What is being asked => I need the number of lines in the data that contain the word "down", and nothing beyond it.

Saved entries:
= = = = = = =
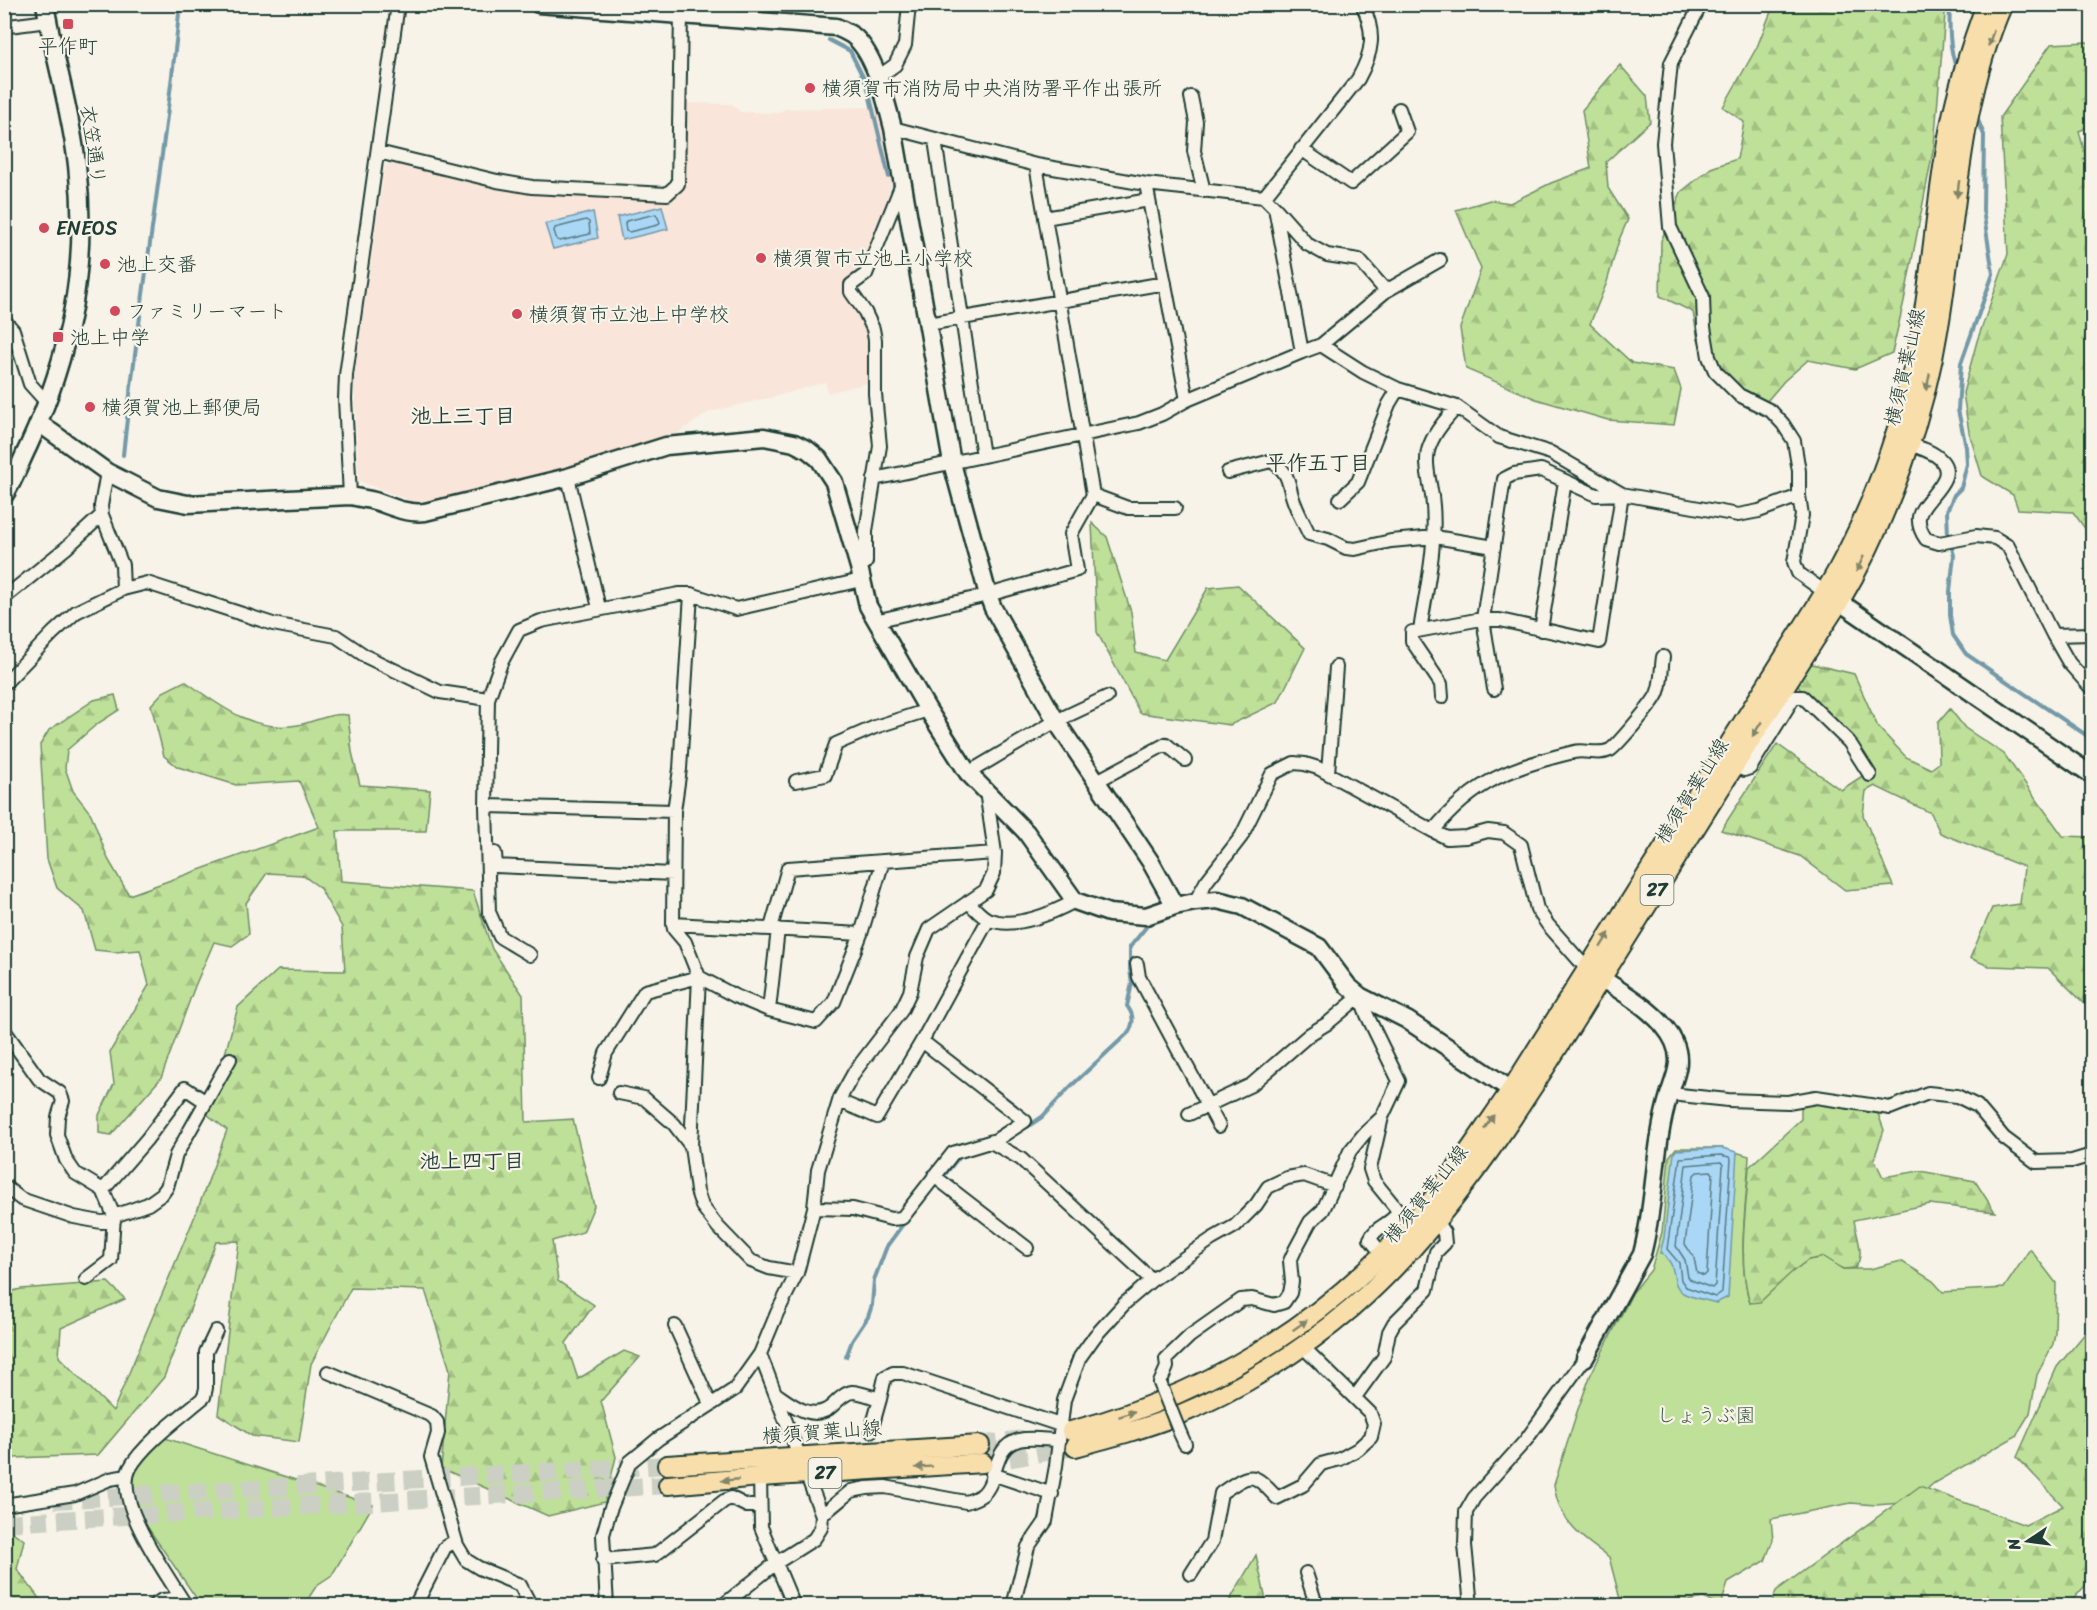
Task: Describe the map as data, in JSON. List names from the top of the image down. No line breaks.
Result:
{"streets":{"main road":["横須賀葉山線","27"],"street":["衣笠通り"]},"districts":["池上三丁目","平作五丁目","池上四丁目"],"parks":["しょうぶ園"],"places":{"transit":["平作町","池上中学"],"other":["横須賀市消防局中央消防署平作出張所","ENEOS","横須賀市立池上小学校","池上交番","ファミリーマート","横須賀市立池上中学校","横須賀池上郵便局"]},"north":"left"}
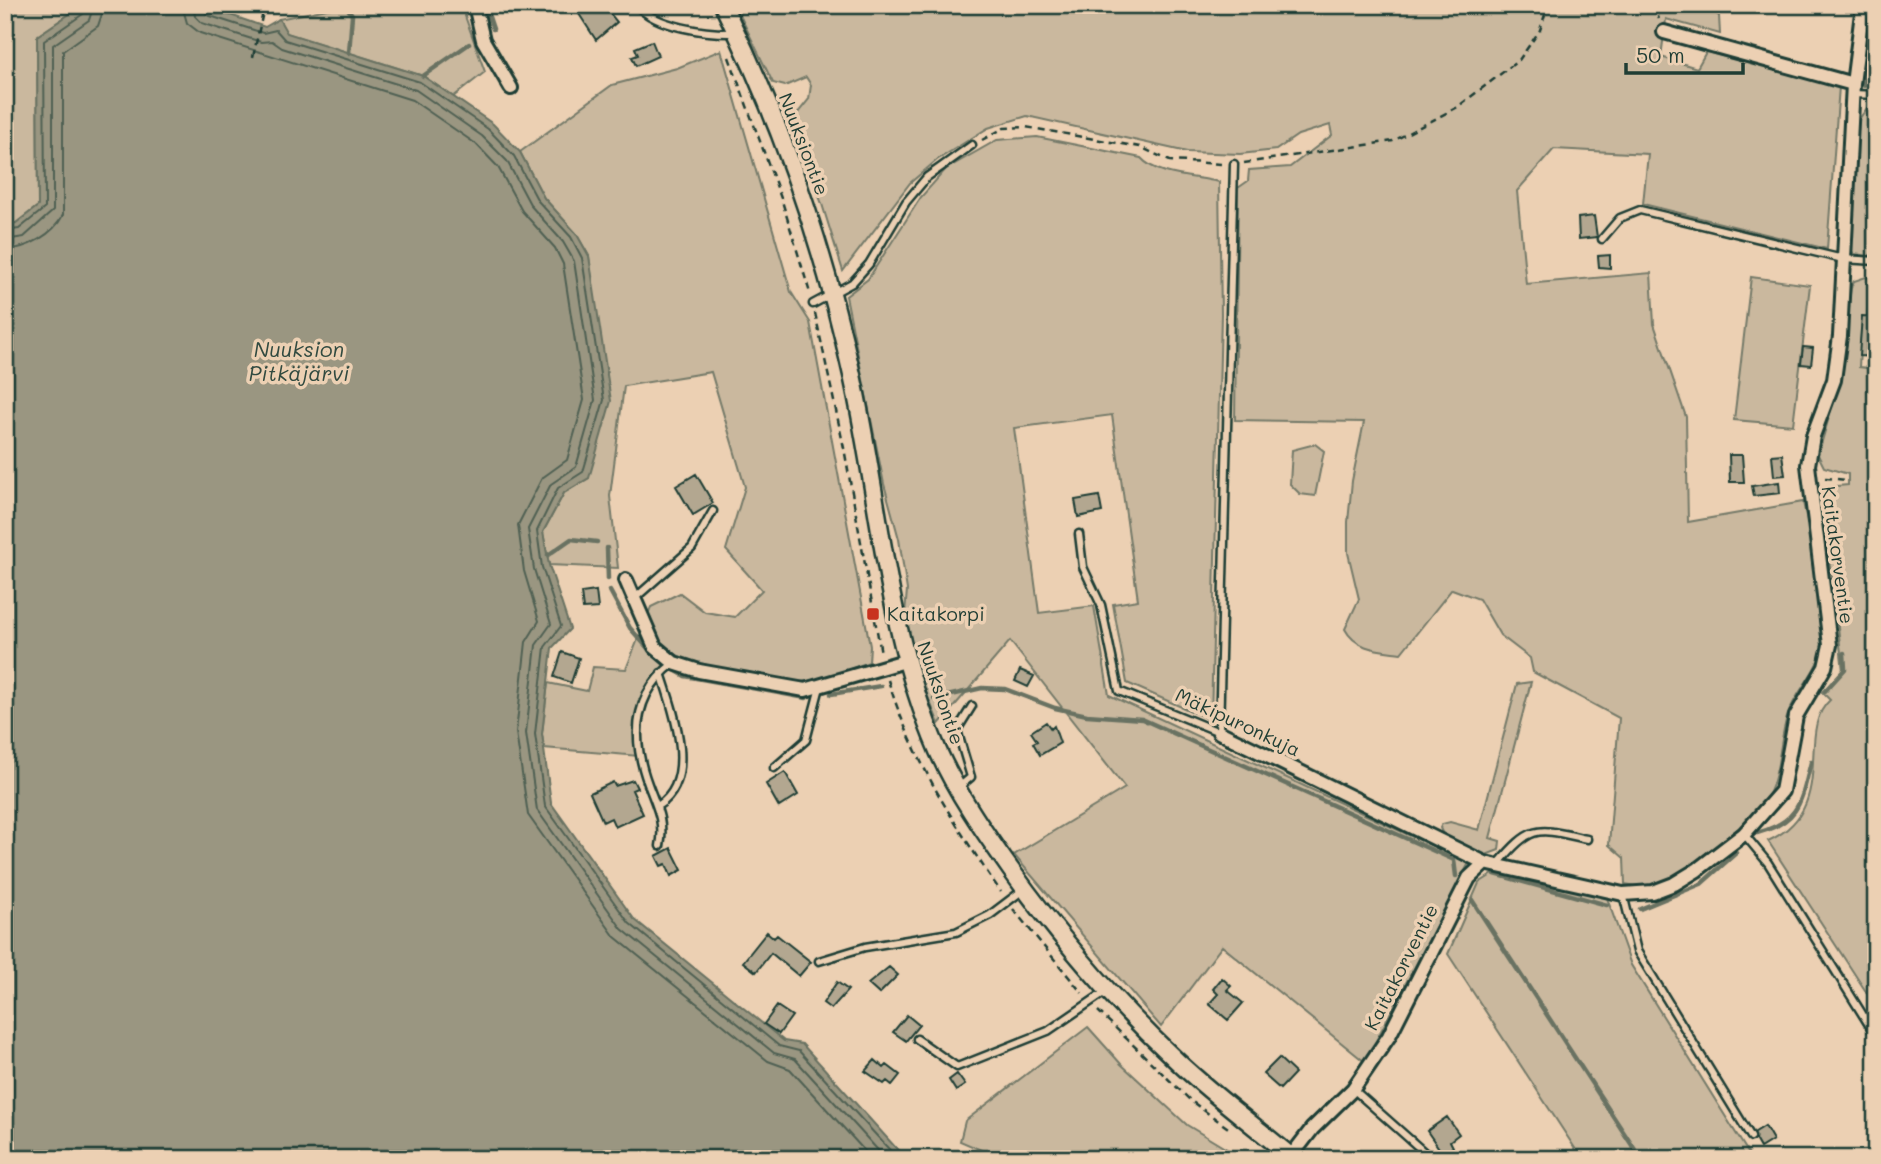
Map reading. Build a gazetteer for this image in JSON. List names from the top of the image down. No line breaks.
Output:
{"streets":{"street":["Nuuksiontie","Kaitakorventie","Mäkipuronkuja"]},"crossings":[["Nuuksiontie","Kaitakorventie"],["Kaitakorventie","Mäkipuronkuja"]],"water":["Nuuksion Pitkäjärvi"],"places":{"transit":["Kaitakorpi"]},"scale_bar":"50 m"}
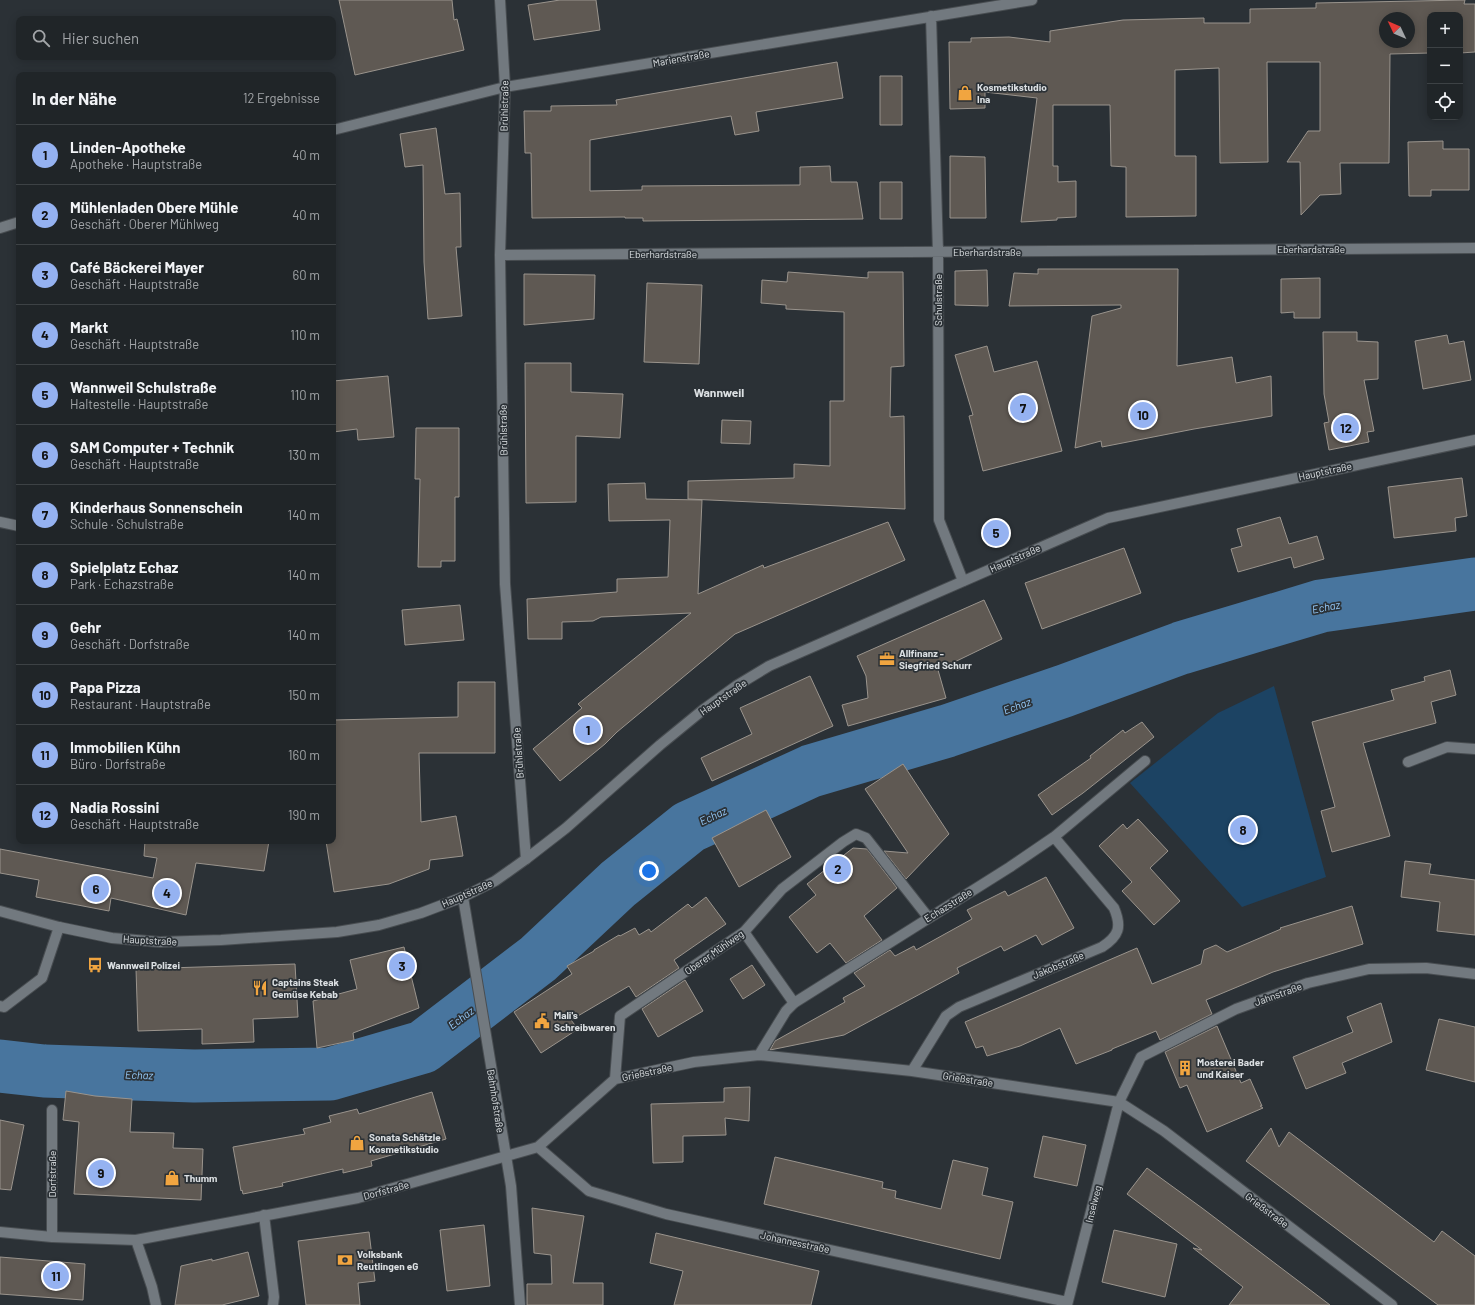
= = = = = = =
Answer to this exercise => 2